She can keep you waiting nearly an hour, offering an unapologetic apology when she arrives. She can forget the words to her songs and tell you to shut up while she tries to remember them. She can ramble on and on, hopscotching through a dozen different attitudes — from pandering to verbal abuse to pandering, insufferable braggadocio to sincere gratitude. She can scream herself so ragged that the idea of “hitting” notes — never a priority, really — becomes more of an vague, bucket-list aspiration than an expectation for the show at hand.
Courtney Love can and did do all these things last night at the Fonda Theater’s Music Box. Yet despite (or perhaps because of) that behavior, there remains something ineffably appealing about the Hole front-woman. It’s hard to put a finger on it, but somehow, a decade beyond a heyday when the lonely, fang-less “Doll Parts” was a biting anthem for girls everywhere instead of the collective result of Love’s years of plastic surgeries, her endearingly obnoxious demeanor wears down your irritation.
When Courtney Love first announced that she was resuscitating her volatile, beloved band Hole, the news arrived with two very different possibilities as to how it might play out.
The immediate question was whether Love was in creative shape for this. For younger listeners who missed her first turn as the frost-eyed fulfillment of Riot Grrl rage, Love had become something of a Miss Havisham of the blogosphere. Known for creatively punctuated missives against all the celebrities who crossed her (Lily Allen, John Mayer and Billy Corgan to start), Love saw her music become eclipsed by her role as a one-woman gossip maelstrom for much of the late ’00s.
Thursday night at the Music Box Love cleared that creative shape bar easily. Her feral wail — always seemingly on the edge between an earth-detonating argument and delirious makeup sex — has settled into a sly, been-there pugnacity. Songs from Hole’s forthcoming “Nobody’s Daughter” split a nifty difference between the bottled fury of “Live Through This” and the sunnier melodicism of Celebrity Skin.
The bigger issue going into these shows, though, was what this reunion meant for the idea of Hole. Like Liz Phair, Love has been embroiled in a career-long battle with her biggest fans — the young women who decried and articulated the thousand patronizing cuts of the male imagination through songs like “Doll Parts.” Her songs, and her vision of female potential, were incredibly influential, but she hasn’t been that woman in years.
So when Love, looking as healthy and tack-sharp as ever, pulled back the Fonda curtain to reveal this new, all-male incarnation of Hole with her as the sole original member, it felt like a warning shot to anyone hoping to validate their late-teen angst. If there was any question as to how she sees the band, Hole is about Love and her songs, not you and your feminist anxiety (see SPIN magazine’s 1997 Hole cover).

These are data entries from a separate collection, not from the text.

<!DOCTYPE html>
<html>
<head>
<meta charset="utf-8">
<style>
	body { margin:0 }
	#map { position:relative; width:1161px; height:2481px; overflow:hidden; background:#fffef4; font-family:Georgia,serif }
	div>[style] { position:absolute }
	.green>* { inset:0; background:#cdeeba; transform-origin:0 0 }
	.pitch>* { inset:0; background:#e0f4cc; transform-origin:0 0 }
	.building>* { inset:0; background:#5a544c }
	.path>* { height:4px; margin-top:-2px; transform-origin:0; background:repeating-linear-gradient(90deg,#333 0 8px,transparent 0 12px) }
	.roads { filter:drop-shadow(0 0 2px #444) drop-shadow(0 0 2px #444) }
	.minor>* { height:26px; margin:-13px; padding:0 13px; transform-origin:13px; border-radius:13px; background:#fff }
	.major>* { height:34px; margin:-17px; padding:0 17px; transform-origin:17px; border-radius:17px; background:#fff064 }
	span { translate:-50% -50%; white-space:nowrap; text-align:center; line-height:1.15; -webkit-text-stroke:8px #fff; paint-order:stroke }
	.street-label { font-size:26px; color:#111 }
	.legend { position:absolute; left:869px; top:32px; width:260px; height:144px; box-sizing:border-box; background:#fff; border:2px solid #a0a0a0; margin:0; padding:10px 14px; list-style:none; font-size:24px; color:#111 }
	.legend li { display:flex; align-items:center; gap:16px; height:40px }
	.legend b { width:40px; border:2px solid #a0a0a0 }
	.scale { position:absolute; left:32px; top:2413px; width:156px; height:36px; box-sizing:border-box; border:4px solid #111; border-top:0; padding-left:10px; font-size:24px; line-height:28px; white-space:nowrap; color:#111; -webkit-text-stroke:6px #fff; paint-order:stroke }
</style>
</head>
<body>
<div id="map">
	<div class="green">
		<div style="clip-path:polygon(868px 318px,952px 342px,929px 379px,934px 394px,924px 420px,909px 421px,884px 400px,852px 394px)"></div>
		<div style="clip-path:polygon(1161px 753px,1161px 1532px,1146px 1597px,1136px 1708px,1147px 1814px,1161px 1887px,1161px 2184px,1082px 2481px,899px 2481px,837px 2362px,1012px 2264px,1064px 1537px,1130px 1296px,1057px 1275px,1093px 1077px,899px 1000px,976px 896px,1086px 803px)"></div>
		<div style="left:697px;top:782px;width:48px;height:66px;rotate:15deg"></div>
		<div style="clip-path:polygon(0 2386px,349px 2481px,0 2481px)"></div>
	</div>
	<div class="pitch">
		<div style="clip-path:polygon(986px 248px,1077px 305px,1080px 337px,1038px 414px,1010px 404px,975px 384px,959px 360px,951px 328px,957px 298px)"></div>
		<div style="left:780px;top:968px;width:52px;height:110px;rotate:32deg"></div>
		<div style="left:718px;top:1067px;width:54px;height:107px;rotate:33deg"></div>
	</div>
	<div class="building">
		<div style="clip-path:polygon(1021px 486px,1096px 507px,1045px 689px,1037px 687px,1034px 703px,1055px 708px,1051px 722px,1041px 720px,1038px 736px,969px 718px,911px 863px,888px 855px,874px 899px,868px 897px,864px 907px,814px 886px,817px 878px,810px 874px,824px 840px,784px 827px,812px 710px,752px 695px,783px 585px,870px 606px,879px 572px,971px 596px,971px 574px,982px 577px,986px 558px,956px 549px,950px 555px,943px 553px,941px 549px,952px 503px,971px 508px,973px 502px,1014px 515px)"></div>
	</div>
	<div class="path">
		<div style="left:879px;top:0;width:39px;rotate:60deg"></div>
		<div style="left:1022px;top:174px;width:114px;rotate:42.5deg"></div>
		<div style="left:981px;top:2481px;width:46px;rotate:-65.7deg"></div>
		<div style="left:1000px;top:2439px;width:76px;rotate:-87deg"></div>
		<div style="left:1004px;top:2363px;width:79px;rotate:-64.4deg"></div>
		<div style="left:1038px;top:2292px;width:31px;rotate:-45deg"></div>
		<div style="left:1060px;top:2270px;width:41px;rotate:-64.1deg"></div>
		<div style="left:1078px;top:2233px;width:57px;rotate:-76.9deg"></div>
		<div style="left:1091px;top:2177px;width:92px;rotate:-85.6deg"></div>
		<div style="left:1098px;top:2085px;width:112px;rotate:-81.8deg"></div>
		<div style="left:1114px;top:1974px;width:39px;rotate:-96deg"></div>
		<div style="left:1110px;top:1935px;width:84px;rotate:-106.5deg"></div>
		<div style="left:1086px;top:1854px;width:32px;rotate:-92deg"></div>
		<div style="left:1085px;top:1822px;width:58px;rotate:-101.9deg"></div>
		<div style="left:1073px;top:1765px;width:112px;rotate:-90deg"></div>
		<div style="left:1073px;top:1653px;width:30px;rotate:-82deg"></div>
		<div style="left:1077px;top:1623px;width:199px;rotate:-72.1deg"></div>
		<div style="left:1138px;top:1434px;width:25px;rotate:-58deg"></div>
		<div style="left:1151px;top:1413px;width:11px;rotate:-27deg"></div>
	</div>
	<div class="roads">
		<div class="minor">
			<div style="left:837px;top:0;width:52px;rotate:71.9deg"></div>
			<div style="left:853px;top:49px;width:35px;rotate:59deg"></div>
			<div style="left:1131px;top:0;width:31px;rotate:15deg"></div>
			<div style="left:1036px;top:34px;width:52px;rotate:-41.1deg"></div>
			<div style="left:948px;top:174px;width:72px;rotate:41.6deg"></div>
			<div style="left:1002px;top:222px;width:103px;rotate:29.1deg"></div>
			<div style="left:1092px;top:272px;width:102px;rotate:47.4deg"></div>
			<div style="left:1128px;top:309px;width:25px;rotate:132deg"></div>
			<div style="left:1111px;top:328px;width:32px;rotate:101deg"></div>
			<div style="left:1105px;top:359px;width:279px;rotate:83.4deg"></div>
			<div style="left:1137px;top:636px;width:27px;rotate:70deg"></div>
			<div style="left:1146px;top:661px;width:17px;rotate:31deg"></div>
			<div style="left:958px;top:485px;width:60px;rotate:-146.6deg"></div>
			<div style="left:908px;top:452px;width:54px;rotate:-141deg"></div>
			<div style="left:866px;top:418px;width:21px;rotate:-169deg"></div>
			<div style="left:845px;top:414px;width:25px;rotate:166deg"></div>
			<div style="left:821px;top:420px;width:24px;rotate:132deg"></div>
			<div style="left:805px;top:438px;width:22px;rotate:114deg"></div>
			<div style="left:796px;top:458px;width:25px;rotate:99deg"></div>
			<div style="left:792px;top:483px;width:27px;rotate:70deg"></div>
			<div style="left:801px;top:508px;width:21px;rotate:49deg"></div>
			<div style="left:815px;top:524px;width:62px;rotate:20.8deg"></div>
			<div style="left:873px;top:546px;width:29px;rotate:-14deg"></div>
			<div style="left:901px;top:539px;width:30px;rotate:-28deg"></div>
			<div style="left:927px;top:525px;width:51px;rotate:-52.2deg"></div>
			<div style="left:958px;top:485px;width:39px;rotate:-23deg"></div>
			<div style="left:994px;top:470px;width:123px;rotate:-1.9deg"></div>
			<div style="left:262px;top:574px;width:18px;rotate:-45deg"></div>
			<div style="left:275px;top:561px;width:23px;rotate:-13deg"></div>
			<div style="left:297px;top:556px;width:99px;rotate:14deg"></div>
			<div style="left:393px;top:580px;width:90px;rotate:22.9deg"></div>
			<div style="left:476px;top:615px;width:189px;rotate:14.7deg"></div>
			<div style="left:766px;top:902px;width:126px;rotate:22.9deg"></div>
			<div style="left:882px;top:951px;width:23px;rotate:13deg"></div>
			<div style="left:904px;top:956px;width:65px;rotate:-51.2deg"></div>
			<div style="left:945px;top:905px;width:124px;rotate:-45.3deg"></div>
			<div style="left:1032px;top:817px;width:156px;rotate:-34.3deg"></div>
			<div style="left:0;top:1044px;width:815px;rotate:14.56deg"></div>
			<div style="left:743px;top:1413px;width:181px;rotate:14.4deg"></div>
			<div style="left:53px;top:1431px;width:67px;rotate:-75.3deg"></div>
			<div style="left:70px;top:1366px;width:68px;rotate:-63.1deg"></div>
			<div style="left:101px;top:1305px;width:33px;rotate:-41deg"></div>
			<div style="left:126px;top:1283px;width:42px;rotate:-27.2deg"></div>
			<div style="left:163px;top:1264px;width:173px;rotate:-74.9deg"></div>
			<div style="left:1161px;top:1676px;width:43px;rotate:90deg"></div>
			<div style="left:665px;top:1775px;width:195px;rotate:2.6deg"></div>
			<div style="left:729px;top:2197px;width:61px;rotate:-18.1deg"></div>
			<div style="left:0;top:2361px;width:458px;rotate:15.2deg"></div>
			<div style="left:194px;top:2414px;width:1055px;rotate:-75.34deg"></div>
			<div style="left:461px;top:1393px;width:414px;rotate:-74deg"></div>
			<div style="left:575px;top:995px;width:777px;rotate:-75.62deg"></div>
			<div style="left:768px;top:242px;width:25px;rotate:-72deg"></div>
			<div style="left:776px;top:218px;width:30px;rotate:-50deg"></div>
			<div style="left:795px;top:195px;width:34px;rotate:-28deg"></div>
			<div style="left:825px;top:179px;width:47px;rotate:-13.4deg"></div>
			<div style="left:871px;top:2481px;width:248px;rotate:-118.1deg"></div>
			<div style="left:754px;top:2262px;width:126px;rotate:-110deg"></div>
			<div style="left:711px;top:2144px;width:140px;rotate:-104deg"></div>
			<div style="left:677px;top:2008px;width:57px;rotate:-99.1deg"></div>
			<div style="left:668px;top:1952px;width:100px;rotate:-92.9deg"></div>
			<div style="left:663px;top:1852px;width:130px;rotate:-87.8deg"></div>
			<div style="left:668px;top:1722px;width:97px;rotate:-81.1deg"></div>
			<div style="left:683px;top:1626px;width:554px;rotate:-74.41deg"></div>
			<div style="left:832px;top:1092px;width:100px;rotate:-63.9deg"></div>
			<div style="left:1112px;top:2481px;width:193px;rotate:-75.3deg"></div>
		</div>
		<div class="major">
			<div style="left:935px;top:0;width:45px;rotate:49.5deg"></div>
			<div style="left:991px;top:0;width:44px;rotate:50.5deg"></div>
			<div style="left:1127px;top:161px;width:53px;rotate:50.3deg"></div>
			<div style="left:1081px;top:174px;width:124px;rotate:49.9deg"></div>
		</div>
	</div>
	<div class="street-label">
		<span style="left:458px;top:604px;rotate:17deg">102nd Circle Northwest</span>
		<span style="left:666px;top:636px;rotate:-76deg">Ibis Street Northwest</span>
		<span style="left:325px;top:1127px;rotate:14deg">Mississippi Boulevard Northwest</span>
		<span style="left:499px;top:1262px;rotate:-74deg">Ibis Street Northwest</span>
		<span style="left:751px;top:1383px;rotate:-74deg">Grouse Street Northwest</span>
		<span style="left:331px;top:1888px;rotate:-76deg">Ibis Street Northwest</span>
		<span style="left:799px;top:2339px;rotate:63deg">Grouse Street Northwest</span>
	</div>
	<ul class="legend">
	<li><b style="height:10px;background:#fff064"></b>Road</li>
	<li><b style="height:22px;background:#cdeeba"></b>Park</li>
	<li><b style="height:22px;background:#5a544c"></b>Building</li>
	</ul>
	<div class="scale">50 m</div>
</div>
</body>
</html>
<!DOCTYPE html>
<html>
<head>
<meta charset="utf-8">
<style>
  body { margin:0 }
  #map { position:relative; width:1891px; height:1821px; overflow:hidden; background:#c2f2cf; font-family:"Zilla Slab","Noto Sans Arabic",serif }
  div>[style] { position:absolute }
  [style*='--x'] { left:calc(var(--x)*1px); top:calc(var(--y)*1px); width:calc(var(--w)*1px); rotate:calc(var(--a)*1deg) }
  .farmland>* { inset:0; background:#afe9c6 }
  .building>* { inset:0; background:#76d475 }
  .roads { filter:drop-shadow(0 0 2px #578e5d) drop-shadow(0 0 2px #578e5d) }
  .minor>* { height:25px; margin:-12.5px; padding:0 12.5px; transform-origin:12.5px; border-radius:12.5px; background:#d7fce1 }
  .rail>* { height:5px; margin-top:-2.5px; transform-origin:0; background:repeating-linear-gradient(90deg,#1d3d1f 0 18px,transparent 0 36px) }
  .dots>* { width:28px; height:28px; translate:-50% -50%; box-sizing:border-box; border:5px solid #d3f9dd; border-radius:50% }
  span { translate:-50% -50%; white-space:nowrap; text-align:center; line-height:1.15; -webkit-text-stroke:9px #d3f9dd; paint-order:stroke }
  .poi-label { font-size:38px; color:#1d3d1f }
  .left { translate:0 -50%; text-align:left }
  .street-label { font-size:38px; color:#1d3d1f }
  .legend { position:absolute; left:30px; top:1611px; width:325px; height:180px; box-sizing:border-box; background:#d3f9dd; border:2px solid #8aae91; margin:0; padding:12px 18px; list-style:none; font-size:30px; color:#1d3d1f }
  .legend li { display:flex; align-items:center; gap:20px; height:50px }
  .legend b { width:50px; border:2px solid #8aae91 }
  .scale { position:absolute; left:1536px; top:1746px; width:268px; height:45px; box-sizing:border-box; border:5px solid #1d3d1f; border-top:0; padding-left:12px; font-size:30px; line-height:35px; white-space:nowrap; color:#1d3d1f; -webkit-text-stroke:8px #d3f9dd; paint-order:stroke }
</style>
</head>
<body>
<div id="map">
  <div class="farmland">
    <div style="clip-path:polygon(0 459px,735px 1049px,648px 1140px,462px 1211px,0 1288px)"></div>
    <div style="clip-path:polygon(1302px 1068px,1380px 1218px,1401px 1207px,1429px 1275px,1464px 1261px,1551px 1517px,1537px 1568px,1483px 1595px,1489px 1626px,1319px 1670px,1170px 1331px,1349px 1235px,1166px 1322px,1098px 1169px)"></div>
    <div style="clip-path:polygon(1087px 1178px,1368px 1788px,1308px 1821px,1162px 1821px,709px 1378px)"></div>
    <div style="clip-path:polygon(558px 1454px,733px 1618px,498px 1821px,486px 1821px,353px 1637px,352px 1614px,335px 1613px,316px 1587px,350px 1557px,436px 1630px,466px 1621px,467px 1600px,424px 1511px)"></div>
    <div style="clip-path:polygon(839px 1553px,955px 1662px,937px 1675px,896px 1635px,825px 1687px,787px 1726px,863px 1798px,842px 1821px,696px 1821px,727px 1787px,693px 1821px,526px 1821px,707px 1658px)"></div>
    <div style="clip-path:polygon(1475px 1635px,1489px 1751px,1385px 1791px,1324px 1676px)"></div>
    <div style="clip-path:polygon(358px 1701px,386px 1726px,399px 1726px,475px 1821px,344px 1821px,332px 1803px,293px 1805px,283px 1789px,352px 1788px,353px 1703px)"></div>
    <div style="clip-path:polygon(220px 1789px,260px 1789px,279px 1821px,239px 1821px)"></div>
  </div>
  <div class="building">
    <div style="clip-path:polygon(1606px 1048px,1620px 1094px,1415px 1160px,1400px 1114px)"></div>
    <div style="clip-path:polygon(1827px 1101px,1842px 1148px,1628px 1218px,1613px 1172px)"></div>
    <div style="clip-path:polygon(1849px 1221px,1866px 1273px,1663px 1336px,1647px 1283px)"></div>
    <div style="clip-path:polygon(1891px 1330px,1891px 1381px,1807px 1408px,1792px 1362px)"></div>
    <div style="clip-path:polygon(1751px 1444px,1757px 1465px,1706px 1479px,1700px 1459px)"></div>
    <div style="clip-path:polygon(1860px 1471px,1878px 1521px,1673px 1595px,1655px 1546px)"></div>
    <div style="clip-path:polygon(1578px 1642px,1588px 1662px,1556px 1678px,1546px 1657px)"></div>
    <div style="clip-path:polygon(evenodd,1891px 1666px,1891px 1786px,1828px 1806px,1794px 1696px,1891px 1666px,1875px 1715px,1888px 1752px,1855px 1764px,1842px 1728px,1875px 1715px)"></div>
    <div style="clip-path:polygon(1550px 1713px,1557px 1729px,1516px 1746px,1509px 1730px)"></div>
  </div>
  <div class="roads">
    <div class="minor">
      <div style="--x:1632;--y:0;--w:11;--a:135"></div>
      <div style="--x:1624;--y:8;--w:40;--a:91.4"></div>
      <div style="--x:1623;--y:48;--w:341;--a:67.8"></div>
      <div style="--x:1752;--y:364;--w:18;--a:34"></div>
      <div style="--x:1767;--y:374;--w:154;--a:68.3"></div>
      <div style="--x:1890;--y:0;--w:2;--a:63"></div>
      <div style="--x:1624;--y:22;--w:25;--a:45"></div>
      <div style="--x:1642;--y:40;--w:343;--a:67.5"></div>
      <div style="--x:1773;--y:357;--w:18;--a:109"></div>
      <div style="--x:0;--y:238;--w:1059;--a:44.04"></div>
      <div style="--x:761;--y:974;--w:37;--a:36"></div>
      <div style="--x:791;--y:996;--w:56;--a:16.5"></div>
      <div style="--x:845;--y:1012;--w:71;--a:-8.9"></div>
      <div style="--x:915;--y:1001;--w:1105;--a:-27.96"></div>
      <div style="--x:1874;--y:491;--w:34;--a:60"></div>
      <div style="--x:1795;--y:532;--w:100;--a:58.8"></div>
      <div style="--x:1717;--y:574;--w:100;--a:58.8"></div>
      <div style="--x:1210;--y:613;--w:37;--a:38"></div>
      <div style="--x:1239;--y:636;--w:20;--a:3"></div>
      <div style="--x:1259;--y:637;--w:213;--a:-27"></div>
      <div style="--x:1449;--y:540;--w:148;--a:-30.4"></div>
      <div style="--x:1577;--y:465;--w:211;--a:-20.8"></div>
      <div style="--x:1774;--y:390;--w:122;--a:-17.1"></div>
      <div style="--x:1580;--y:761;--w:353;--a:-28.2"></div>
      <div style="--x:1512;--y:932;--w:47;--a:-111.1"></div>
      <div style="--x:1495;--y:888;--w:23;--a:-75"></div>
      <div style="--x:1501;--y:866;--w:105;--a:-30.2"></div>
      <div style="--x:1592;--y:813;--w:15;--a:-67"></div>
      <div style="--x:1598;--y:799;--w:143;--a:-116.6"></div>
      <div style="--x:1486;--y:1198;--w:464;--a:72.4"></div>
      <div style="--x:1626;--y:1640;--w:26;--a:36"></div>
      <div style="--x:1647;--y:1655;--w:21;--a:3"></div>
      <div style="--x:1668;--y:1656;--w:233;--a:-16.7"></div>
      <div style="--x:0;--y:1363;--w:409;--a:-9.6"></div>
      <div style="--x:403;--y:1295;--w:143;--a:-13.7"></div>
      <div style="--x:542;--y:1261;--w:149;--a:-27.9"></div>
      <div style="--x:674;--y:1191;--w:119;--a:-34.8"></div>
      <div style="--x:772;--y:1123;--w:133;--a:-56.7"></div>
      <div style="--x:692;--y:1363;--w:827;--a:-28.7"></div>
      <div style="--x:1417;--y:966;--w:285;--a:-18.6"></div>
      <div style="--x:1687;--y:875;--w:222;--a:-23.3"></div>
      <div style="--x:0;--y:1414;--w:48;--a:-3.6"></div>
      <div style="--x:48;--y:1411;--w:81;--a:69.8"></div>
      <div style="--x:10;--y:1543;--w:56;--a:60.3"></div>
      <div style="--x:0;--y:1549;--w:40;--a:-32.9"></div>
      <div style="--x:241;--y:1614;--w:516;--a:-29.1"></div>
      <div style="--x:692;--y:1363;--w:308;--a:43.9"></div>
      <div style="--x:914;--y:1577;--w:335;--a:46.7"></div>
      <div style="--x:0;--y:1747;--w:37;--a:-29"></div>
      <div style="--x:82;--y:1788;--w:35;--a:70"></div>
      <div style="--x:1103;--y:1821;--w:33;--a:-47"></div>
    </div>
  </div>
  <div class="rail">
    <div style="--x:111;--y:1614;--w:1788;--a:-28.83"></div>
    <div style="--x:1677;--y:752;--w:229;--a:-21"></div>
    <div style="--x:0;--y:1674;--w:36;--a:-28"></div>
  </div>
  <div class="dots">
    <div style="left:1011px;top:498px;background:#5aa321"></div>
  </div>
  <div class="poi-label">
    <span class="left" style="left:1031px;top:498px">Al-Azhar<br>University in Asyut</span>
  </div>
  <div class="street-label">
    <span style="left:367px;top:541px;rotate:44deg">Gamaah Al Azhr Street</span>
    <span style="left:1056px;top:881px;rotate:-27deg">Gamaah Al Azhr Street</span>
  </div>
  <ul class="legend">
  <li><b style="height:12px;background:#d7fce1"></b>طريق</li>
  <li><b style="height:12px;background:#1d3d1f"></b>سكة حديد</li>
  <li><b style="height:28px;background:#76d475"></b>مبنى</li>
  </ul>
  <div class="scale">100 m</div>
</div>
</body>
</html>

And for 95 gloriously messy minutes she reminded her remaining devotees — who sold out and packed the venue like it was the mid-to-late-nineties all over again — why they got on board in the first place.
There were the deliciously abrasive rants of “Violet” the humor and pathos of “Celebrity Skin,” the hard candy bite of “Awful.” All of it was tied together with honesty, stunning self-awareness, and what seemed like a real search for salvation through music and communion.
The new songs effortlessly held their own. “Samantha” had a teen-noir quality that allowed its bleak tale of emotional consumption to go down easy. “Skinny Little Bitch” is most akin to the early Hole favorites, and it felt like a rebuttal to the beach-dream underground rock of today’s twenty-somethings. The tune hit like a tossed-off, self-deprecating joke at a party but hinted at a deep well of darkness underneath.
All the while, Love was in constant motion, singing, playing, and expressing everything from her love of L.A. and our love of her ‘oldies’ to her sexual desires (she’s cougaring with a member of her band) to the inside scoop on her lyrics (“I keep writing songs about Malibu, and I don’t know why, none of them want me there,” she shared at the end of the jangle-poppy “Pacific Coast Highway”). Peppering in a couple covers throughout the set – a dusky Marianne Faithful-take on Leonard Cohen’s “Take this Longing” and a torch song rendering of Nine Inch Nails’ “Closer” – Love ended the night with a couple encores, closing with Celebrity Skin’s criminally underappreciated “Northern Star”.
In a world of over-processed pop tarts and jarringly false “reality,” perhaps what is most refreshing about Love is the utter truth in her presentation. She may not be perfect, she may even be a walking, talking train-wreck, but she’s never phoned it in and she’s not about to start now.